DATA FOR THIS TASK:
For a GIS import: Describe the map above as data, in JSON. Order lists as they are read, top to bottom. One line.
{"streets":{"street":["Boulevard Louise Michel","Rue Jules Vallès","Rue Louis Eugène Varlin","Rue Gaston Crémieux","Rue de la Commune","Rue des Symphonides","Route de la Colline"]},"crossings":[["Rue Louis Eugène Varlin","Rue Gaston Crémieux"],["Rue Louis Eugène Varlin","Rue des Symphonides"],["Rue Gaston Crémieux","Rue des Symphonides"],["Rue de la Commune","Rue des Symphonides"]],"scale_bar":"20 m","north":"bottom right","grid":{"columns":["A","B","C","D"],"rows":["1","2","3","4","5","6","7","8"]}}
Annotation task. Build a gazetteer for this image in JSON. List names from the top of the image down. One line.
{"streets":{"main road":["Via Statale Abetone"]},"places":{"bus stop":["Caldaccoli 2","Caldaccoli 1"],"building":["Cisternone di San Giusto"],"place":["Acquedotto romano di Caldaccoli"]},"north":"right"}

---

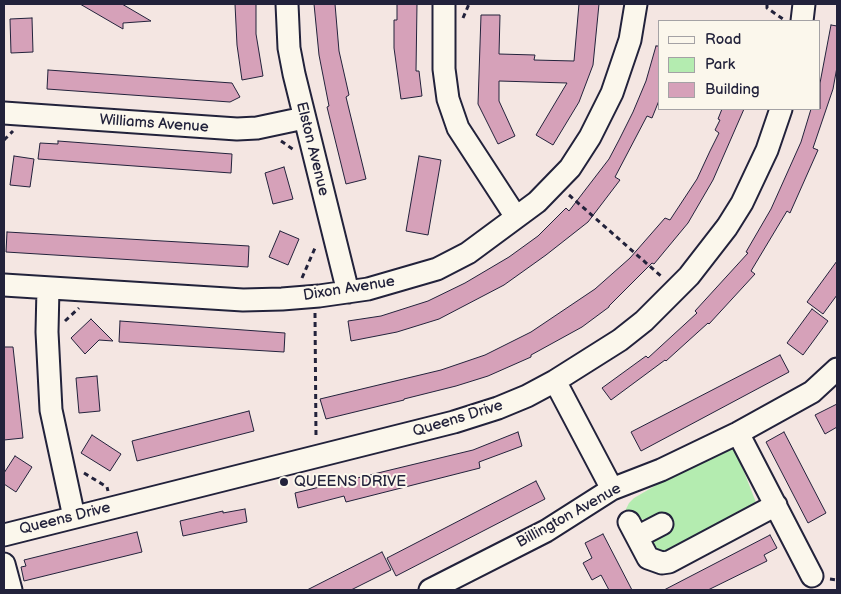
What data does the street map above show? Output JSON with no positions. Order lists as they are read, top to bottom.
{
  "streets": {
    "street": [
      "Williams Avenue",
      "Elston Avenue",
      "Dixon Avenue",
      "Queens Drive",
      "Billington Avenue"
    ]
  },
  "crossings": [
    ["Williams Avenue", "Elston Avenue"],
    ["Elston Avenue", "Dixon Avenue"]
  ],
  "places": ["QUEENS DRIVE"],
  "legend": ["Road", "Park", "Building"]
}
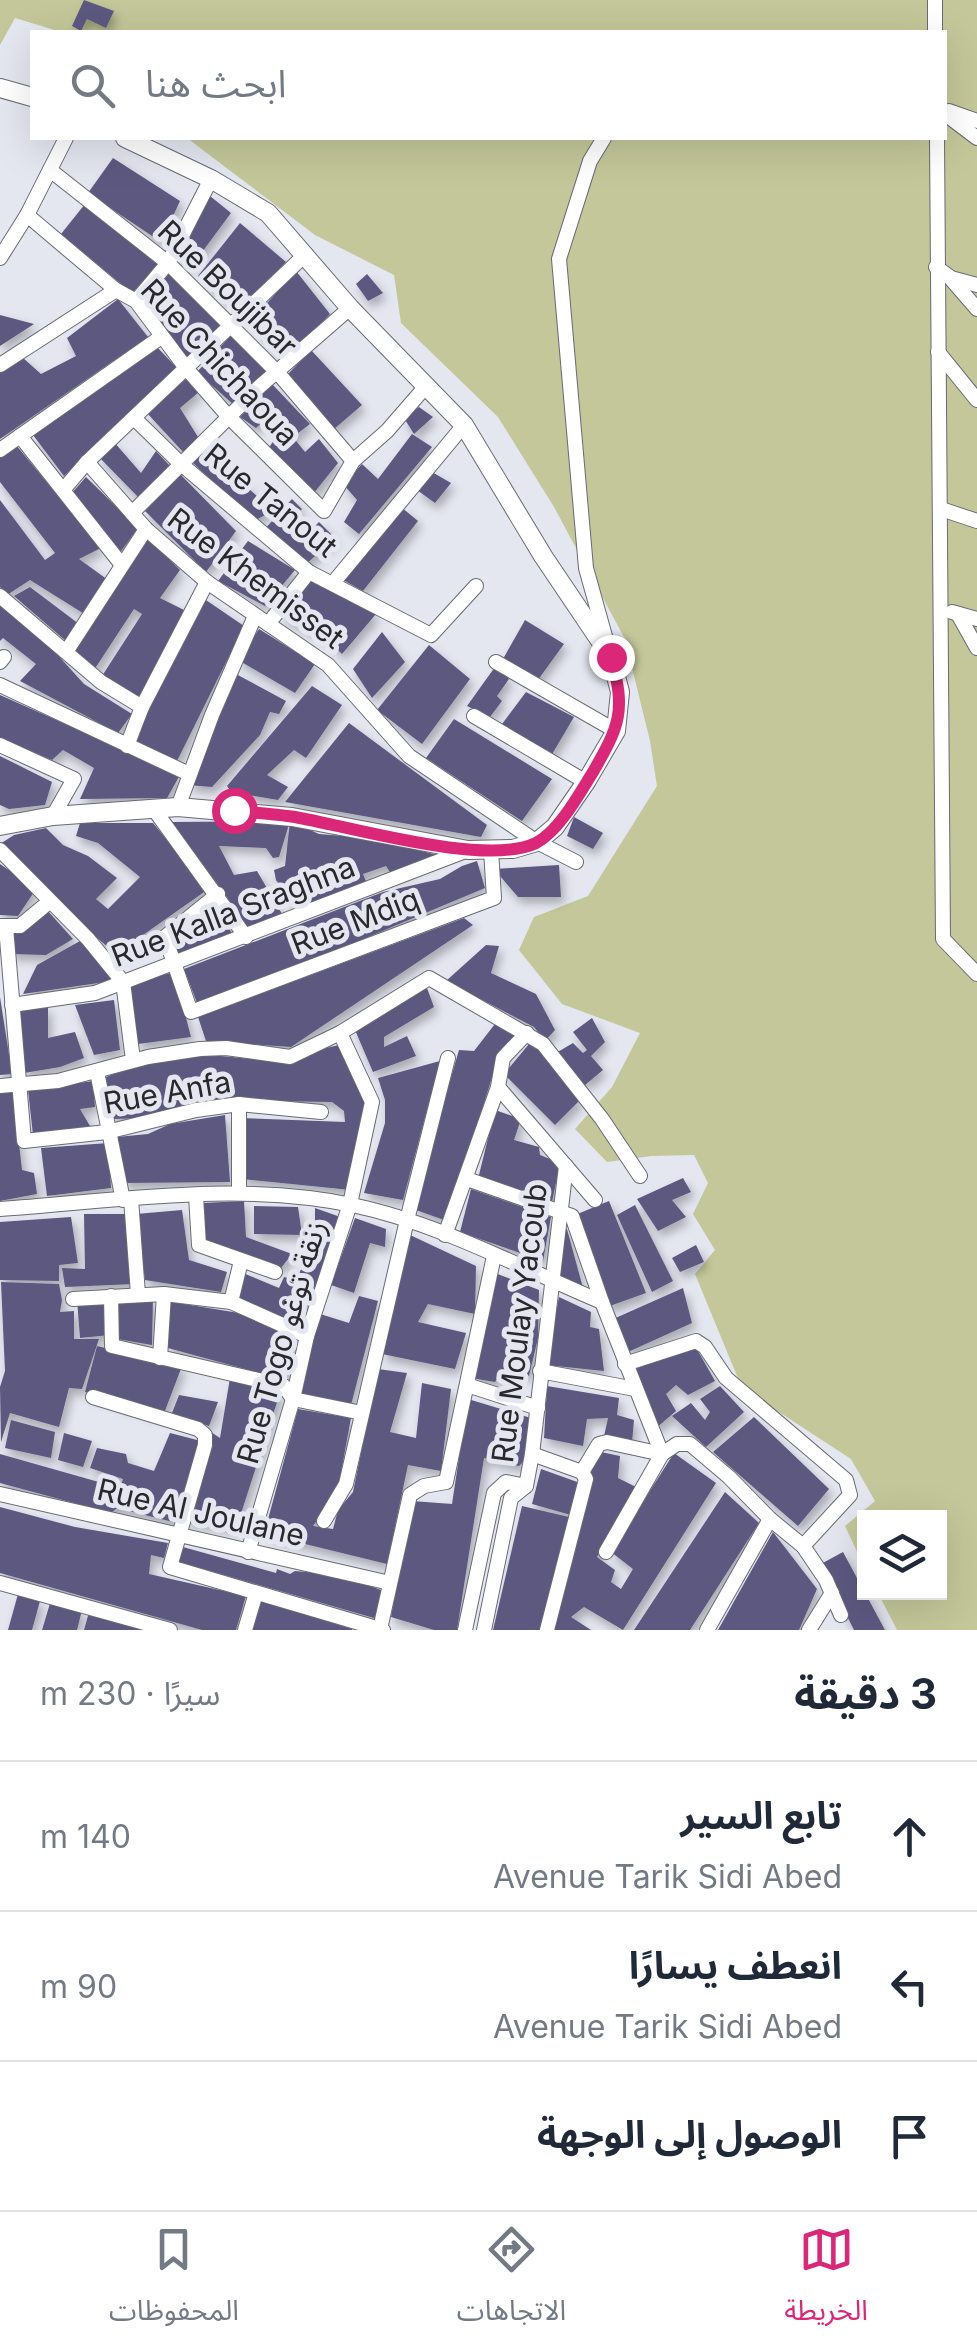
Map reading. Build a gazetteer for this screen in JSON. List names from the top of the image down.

EXERCISE INSTRUCTIONS: In the entries above, find the line containing "What data does" and the line containing "Map reading. Build", then copy both and every line between them exactly, without any picture.

SOLUTION FOR THIS TASK:
What data does the street map above show? Output JSON with no positions. Order lists as they are read, top to bottom.
{
  "streets": {
    "street": [
      "Williams Avenue",
      "Elston Avenue",
      "Dixon Avenue",
      "Queens Drive",
      "Billington Avenue"
    ]
  },
  "crossings": [
    ["Williams Avenue", "Elston Avenue"],
    ["Elston Avenue", "Dixon Avenue"]
  ],
  "places": ["QUEENS DRIVE"],
  "legend": ["Road", "Park", "Building"]
}
Map reading. Build a gazetteer for this screen in JSON. List names from the top of the image down.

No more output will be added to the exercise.